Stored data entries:
*** Begin section ***
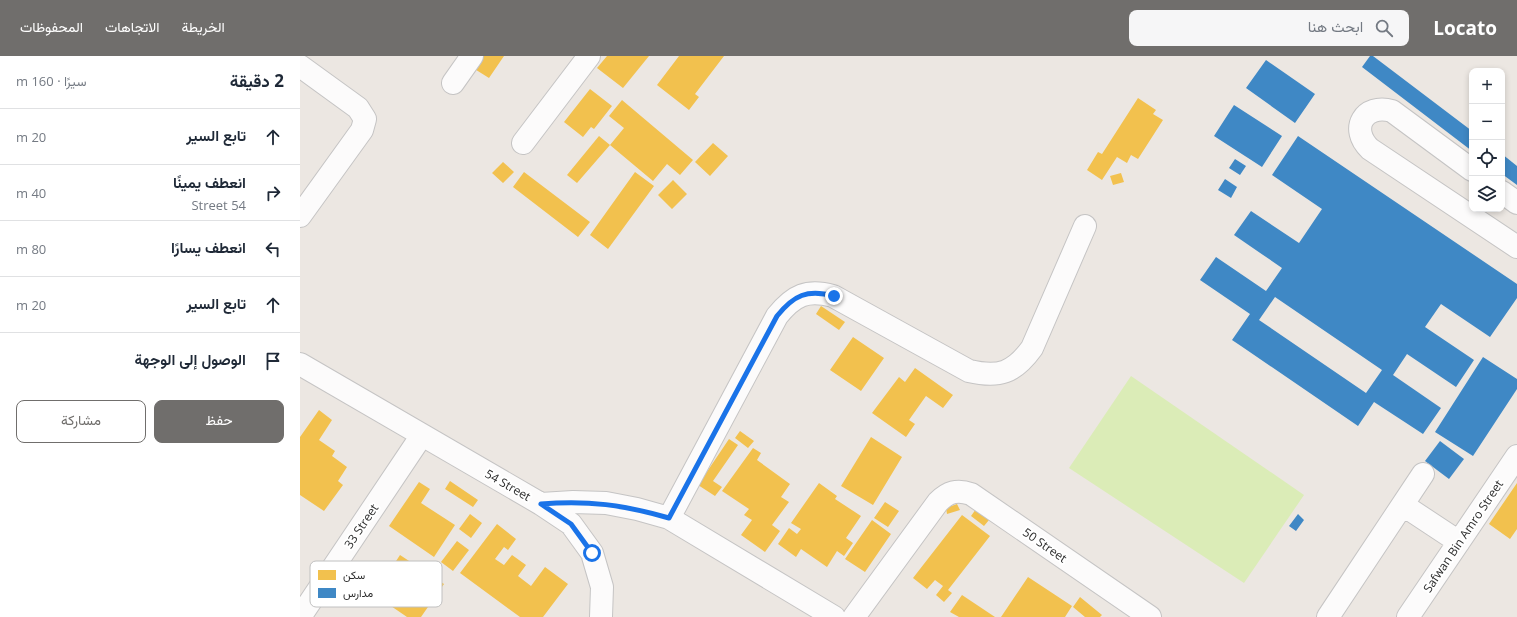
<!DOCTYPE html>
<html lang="ar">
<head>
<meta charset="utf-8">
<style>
  body { margin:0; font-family:"Open Sans",Vazirmatn,sans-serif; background:#f6f6f7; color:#1f2937; direction:rtl }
  .controls { position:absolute; right:12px; top:12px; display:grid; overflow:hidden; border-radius:8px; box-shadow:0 2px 6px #0003 }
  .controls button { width:36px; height:36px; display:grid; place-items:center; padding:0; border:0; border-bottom:1px solid #e0e1e3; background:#fff; color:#1f2937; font:20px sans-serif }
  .stop { position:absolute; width:12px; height:12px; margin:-9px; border:3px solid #1a73e8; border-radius:50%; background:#fff }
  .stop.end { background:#1a73e8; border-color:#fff; box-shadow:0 1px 4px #0008 }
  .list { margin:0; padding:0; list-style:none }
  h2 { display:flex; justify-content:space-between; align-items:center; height:52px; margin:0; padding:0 16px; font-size:17px }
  h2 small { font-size:13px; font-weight:400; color:#747a83 }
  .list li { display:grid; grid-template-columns:26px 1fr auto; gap:12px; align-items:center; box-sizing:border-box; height:56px; padding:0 16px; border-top:1px solid #e0e1e3 }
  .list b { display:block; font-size:15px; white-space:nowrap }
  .list p { margin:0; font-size:13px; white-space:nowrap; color:#747a83 }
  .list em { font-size:13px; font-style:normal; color:#747a83 }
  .actions { display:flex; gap:8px; padding:12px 16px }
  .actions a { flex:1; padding:9px 0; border:1px solid #706e6c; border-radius:8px; text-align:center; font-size:14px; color:#706e6c }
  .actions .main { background:#706e6c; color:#fff }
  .icon { flex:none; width:22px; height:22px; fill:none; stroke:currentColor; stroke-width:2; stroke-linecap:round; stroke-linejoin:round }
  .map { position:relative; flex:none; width:1217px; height:561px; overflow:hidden; direction:ltr }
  header { display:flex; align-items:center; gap:24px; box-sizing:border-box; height:56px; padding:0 20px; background:#706e6c; color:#fff }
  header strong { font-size:19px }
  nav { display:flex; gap:22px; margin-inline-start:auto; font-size:14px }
  .search { width:280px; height:36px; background:#f6f6f7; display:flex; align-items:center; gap:10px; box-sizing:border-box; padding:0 14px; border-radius:8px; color:#747a83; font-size:15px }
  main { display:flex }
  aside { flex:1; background:#fff }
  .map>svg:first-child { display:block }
</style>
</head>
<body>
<header>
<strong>Locato</strong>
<div class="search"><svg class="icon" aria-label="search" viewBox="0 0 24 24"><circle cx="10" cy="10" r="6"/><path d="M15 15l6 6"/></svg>ابحث هنا</div>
<nav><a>الخريطة</a><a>الاتجاهات</a><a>المحفوظات</a></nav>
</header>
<main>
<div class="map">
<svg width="1217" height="561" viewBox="0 0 1217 561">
  <rect width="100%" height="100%" fill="#ece7e2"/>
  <path fill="#dbecb7" d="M831,320L1004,439L944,527L769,412Z"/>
  <path fill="#f2c14e" d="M181,0H204L189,22L173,12Z
    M307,0H349L323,32L297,12Z
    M379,0H424L395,38L399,41L389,54L357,29Z
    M290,33L312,50L294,73L291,71L283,81L264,66Z
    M838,42L856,54L853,58L863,64L838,103L831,99L827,107L817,101L802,124L787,114L798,96L802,98Z
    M322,44L393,104L380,119L367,108L353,125L310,89L324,72L309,60Z
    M299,80L310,89L277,127L267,119Z
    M413,87L428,100L410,120L395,106Z
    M203,106L214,116L203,127L192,117Z
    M224,116L290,166L278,181L213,131Z
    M335,116L354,130L308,193L290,179Z
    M821,117L824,126L813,129L810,120Z
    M373,124L387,138L372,153L358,139Z
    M521,250L545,266L539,274L516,258Z
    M553,281L584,302L561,335L530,314Z
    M615,312L653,339L643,352L626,340L609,364L615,368L606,381L572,357L599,321L605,326Z
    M19,354L32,364L19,384L35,395L32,400L47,411L38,425L43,429L24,455L0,439V381Z
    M440,375L454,385L448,392L435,382Z
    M571,381L602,401L573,449L541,430Z
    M429,383L438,389L413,425L422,431L415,440L398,429Z
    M453,392L461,397L457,404L490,428L481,441L489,446L472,469L480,475L465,496L441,479L452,464L444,459L449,453L422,435Z
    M150,425L178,444L173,451L145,433Z
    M119,426L130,433L121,447L155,469L134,501L89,470Z
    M519,427L537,440L535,443L561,460L546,482L553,487L544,500L537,495L527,511L501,493L496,501L478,488L489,472L497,478L501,473L491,467Z
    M1217,427V473L1210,483L1189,468Z
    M585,446L599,455L588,471L574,462Z
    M657,448L660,454L647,458L646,452Z
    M676,453L689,464L684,470L671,460Z
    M170,458L182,467L171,482L159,473Z
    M662,459L690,480L648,534L652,537L644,546L636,539L643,530L635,524L627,533L613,522Z
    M572,464L591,478L565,516L545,503Z
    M197,468L216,483L208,494L204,491L195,503L204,509L212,499L226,509L218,520L231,530L245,511L268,528L243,561H220L160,517Z
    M157,485L169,494L153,515L141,506Z
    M100,499L144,528L121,561H107L69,535L78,522L83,525Z
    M728,521L772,550L765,561H701Z
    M662,539L695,561H659L650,556Z
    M780,541L802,559L800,561H785L773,551Z"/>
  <path fill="#3f88c5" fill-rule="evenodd" d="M1070,0H1073L1172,75V95L1062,11Z
    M966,4L1015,38L995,67L946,32Z
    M934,49L982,80L962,111L914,80Z
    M998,80L1217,228V242L1190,281L1141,248L1125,271L1174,304L1156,331L1107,298L1093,319L1141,352L1123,378L1074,346L1058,370L941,290L932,284L950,258L900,224L916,201L966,235L982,212L934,179L951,155L999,187L1022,153L972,119ZM975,241L1082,314L1066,337L959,264Z
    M1202,98L1217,110V129L1202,118Z
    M935,103L946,110L940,119L929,112Z
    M925,123L937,131L931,142L918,134Z
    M1183,301L1217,323V333L1173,400L1135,376Z
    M1140,385L1164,403L1149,423L1125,405Z
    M998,458L1004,464L996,475L989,470Z"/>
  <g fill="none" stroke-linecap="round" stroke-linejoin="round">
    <defs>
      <path id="minor" d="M0,10L58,52L65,63L62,74L0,160
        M153,27L172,0
        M223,87L289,0
        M1172,114L1092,55C1064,47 1049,73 1070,93L1217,191
        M1202,136L1217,147
        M0,308L241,448L271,468L292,497L302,531L301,561
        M241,448L273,446L306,447L337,453L369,462L534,561
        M1103,449L1159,486
        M369,462L477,260C494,239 507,233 533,240L669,315C699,322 714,317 732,292L785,170
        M0,561L122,379
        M554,561L638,446C648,436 657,433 671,438L850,561
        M1028,561L1123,418
        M1108,561L1217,400"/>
    </defs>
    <use href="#minor" stroke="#c5c4c4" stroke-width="24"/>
    <use href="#minor" stroke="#fcfbfb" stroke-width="22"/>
  </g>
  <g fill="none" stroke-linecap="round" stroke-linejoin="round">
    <path stroke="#1a73e8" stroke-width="5" d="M292,497L271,468L241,448C288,444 324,449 369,462L477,260C494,239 507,233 534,240"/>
  </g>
  <g text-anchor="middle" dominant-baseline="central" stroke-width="4" stroke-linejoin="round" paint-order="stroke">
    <g font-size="12" fill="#2d2d2d" stroke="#fff">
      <text transform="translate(208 429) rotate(30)">54 Street</text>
      <text transform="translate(61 470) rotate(-56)">33 Street</text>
      <text transform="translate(1163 480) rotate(-56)">Safwan Bin Amro Street</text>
      <text transform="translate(745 489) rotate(35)">50 Street</text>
    </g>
  </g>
  <rect x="10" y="505" width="132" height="46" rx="6" fill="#fff" stroke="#c0c0c0" stroke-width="1"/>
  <rect x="18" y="514" width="18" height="10" fill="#f2c14e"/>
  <rect x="18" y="532" width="18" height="10" fill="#3f88c5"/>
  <g font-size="11" fill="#2d2d2d">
    <text x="43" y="523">سكن</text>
    <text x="43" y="541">مدارس</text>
  </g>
</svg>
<div class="controls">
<button>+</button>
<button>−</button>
<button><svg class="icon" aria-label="locate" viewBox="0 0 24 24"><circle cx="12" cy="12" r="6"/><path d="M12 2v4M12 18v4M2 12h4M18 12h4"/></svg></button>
<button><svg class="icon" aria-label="layers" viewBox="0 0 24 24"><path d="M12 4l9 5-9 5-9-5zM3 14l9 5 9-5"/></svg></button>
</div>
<div class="stop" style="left:292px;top:497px"></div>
<div class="stop end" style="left:534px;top:240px"></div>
</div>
<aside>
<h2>2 دقيقة<small>سيرًا · 160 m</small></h2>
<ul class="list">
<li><svg class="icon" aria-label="ahead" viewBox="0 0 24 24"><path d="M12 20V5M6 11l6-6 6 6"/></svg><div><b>تابع السير</b></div><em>20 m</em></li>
<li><svg class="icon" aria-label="right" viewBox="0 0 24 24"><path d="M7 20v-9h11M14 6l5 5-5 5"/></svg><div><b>انعطف يمينًا</b><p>54 Street</p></div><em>40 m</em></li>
<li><svg class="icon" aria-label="left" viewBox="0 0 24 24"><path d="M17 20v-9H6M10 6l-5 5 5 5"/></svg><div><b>انعطف يسارًا</b></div><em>80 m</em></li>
<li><svg class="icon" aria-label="ahead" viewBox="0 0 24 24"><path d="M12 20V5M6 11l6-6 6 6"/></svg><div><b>تابع السير</b></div><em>20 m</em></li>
<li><svg class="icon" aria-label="arrive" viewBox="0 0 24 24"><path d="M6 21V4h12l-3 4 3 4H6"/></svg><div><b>الوصول إلى الوجهة</b></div></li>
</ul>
<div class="actions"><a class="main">حفظ</a><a>مشاركة</a></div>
</aside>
</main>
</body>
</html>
*** End section ***
WHAT IS BEING ASKED: The required output is the exact lines from the opening line of the entries through the line with "position:absolute; width:12px; height:12px;", inclusive, without pictures.

RESULT:
<!DOCTYPE html>
<html lang="ar">
<head>
<meta charset="utf-8">
<style>
  body { margin:0; font-family:"Open Sans",Vazirmatn,sans-serif; background:#f6f6f7; color:#1f2937; direction:rtl }
  .controls { position:absolute; right:12px; top:12px; display:grid; overflow:hidden; border-radius:8px; box-shadow:0 2px 6px #0003 }
  .controls button { width:36px; height:36px; display:grid; place-items:center; padding:0; border:0; border-bottom:1px solid #e0e1e3; background:#fff; color:#1f2937; font:20px sans-serif }
  .stop { position:absolute; width:12px; height:12px; margin:-9px; border:3px solid #1a73e8; border-radius:50%; background:#fff }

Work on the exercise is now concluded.